2. The carrier of claim 1, wherein said snap fit mechanism comprises a raised structure defined on said inner surface and a receptacle defined on said side surface into which said raised structure fits.

3. The carrier of claim 1, wherein said snap fit mechanism comprises a raised structure defined on said side surface and a receptacle defined on said inner surface into which said raised structure fits.

4. The carrier of claim 1, wherein said retainer ring and said carrier body comprise an annular dimension.

5. The carrier of claim 1, wherein said retainer ring is secured to said carrier body without the need for employing screws or an adhesive.

6. The carrier of claim 1, wherein a cross-section of said retainer ring depicts an L-shaped structure.

7. The carrier of claim 1, wherein said first portion comprises an axis that is transverse to an axis of said second portion.

8. The carrier of claim 7, wherein said first portion is perpendicular to said second portion.

9. The carrier of claim 1, wherein said front surface and said back surface is circular and wherein said retainer ring is ring-shaped.

10. The carrier of claim 1, wherein said carrier body comprises a portal to deliver and remove air from a space defined between said membrane and said front surface.

11. The carrier of claim 1, wherein said membrane comprises an outer edge onto which said front portion applies force to secure said membrane to said carrier body.
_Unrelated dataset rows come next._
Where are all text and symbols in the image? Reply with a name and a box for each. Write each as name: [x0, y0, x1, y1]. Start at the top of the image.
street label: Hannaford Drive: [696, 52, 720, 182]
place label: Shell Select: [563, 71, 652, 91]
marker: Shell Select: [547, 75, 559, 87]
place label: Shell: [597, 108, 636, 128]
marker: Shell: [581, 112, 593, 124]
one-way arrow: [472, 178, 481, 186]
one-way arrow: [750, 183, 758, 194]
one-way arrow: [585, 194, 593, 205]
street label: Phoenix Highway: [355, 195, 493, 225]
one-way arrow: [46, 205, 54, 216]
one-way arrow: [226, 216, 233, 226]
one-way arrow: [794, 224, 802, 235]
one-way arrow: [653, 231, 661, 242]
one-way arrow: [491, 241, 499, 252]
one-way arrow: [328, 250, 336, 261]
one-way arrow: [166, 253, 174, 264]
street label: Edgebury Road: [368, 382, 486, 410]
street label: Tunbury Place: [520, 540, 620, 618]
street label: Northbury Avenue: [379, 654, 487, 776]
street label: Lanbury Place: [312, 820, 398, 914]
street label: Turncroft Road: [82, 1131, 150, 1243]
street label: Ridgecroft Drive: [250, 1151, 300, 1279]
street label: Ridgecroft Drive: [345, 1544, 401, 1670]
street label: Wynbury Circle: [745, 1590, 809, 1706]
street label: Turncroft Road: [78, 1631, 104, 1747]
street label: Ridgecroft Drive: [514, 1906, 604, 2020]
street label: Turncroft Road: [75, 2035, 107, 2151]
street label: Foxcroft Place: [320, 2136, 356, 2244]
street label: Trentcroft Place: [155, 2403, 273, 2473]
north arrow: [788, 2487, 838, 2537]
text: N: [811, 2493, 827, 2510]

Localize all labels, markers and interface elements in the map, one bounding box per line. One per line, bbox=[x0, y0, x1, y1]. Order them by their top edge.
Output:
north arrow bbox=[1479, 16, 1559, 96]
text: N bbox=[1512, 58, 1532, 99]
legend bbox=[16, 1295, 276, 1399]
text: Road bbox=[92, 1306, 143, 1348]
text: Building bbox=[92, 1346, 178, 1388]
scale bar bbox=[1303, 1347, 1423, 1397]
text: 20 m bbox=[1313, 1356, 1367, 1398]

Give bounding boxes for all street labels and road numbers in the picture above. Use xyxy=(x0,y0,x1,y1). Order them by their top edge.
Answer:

12. A carrier for use with an integrated circuit wafer comprising:

a carrier body comprising a front surface, a back surface and a side surface;

a retainer ring comprising a first portion sized and configured for positioning on a portion of said front surface and having a second portion attached to or integrated with said first portion, said second portion comprising an inner surface sized and configured for positioning on all or a portion of said side surface, wherein said second portion is engaged to said side surface; and

a membrane covering a portion of said front surface and secured to said carrier body by said retainer ring.